Title Memorial to Dunkirk veterans
Design Paul Baeteman (°1933, Nieuwpoort)
Material Belgian Blue Stone
Location Leopold I Esplanade (small Esplanade)
Inscription (in English): 'This memorial was erected to commemorate the evacuation of the British and Allied forces from the beaches of De Panne in May 1940'
Right from the start, the sculptor Paul Baeteman regarded his monument as a symbol. The convex structure with curved edges has a circular opening at the top, allowing the image to emulate the waves on the sea. The rough edges are a reference to the merciless seas that took the lives of tens of thousands of men who, in 1940, embarked from this beach under German gunfire.
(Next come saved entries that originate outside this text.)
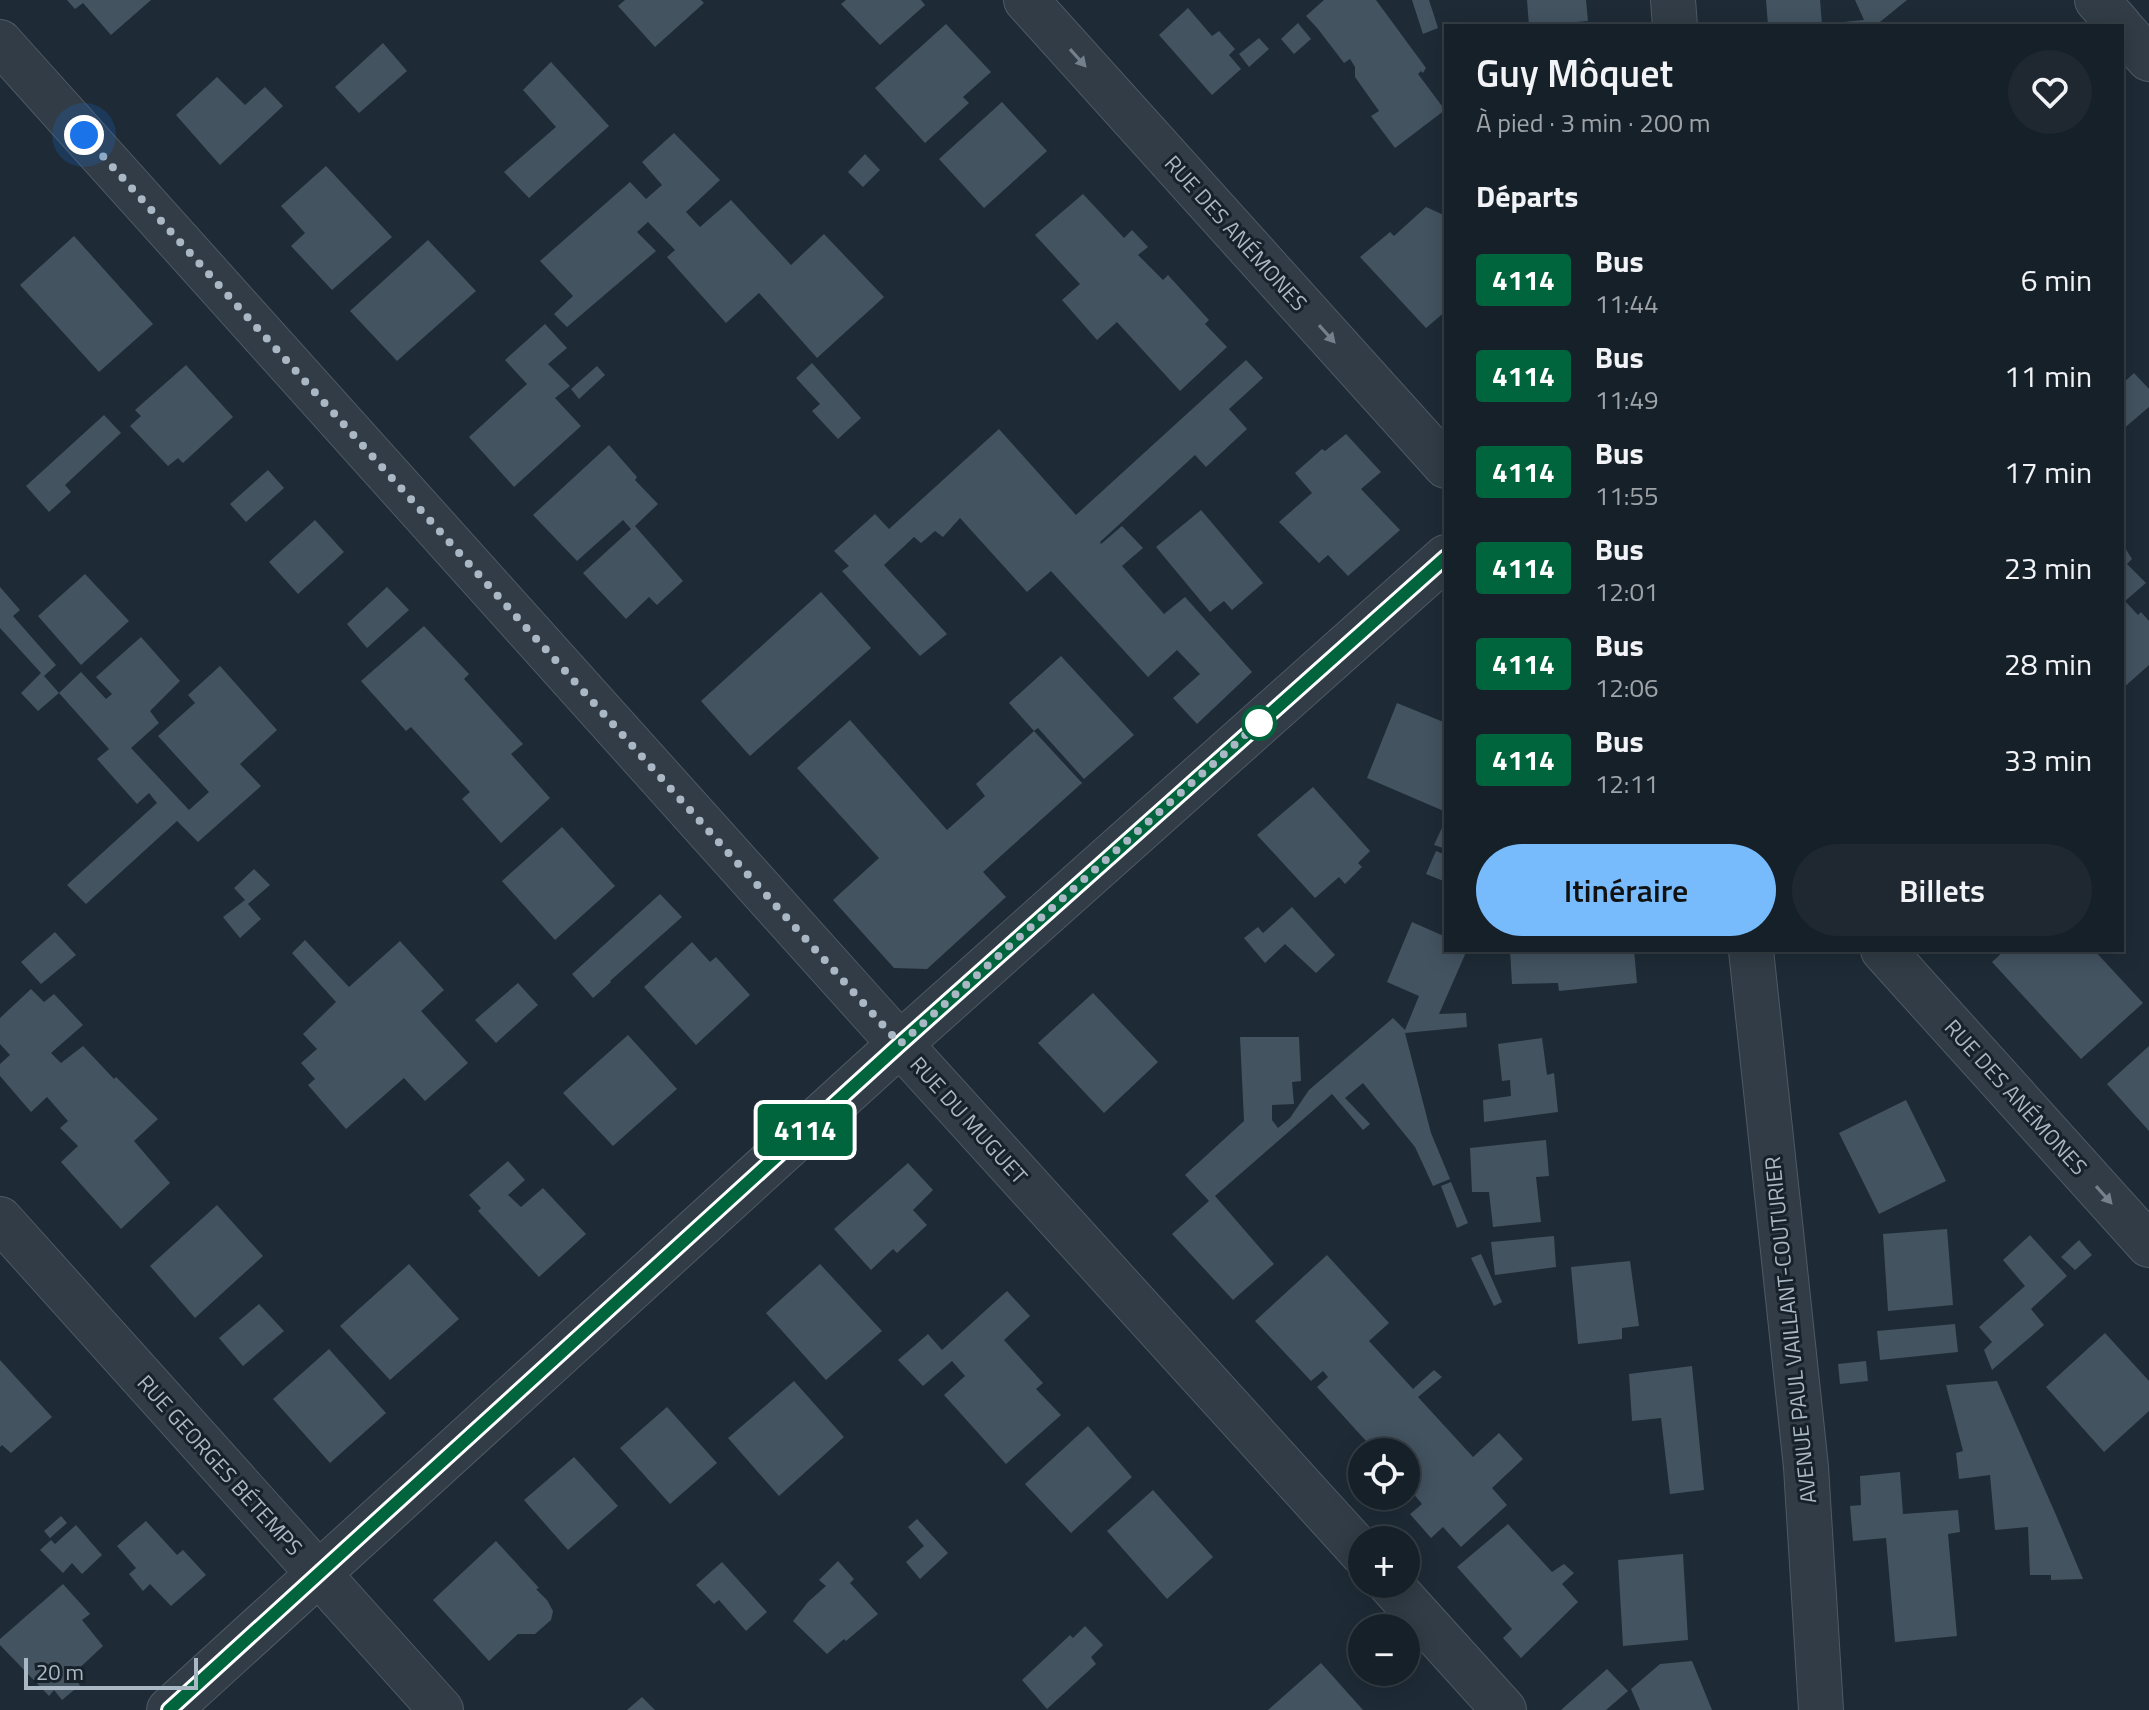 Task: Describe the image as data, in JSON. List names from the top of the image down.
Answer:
{
  "streets": {
    "street": [
      "RUE DES ANÉMONES",
      "RUE DU MUGUET",
      "AVENUE PAUL VAILLANT-COUTURIER",
      "RUE GEORGES BÉTEMPS"
    ]
  },
  "one_way": ["RUE DES ANÉMONES"],
  "lines": ["bus line 4114"],
  "scale_bar": "20 m",
  "page": {
    "on_map": "4114",
    "heading": [
      ["Guy Môquet", "À pied · 3 min · 200 m"],
      "Départs"
    ],
    "list": [
      {
        "mark": "4114",
        "name": "Bus",
        "note": "11:44",
        "value": "6 min"
      },
      {
        "mark": "4114",
        "name": "Bus",
        "note": "11:49",
        "value": "11 min"
      },
      {
        "mark": "4114",
        "name": "Bus",
        "note": "11:55",
        "value": "17 min"
      },
      {
        "mark": "4114",
        "name": "Bus",
        "note": "12:01",
        "value": "23 min"
      },
      {
        "mark": "4114",
        "name": "Bus",
        "note": "12:06",
        "value": "28 min"
      },
      {
        "mark": "4114",
        "name": "Bus",
        "note": "12:11",
        "value": "33 min"
      }
    ],
    "buttons": ["Itinéraire", "Billets"],
    "map_buttons": ["+", "−"],
    "scale": "20 m"
  }
}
The polished, parabolic surface on one side suggests the bridge between the continent and the UK. The smooth surface on the other side which starts wide before gradually narrowing refers to the return of allied troops whose ranks gradually dwindled. The same symbolism was envisaged by the sculptor with the broad, flat support of the sculpture, which narrows to an apex. The symbolic value of the sculpture also draws our attention to the tension between rough and polished surfaces, a tension that harks back to the struggle between nature (the sea) and culture (man). This monument originally stood on the Leopold I Esplanade near the Kapellelaan.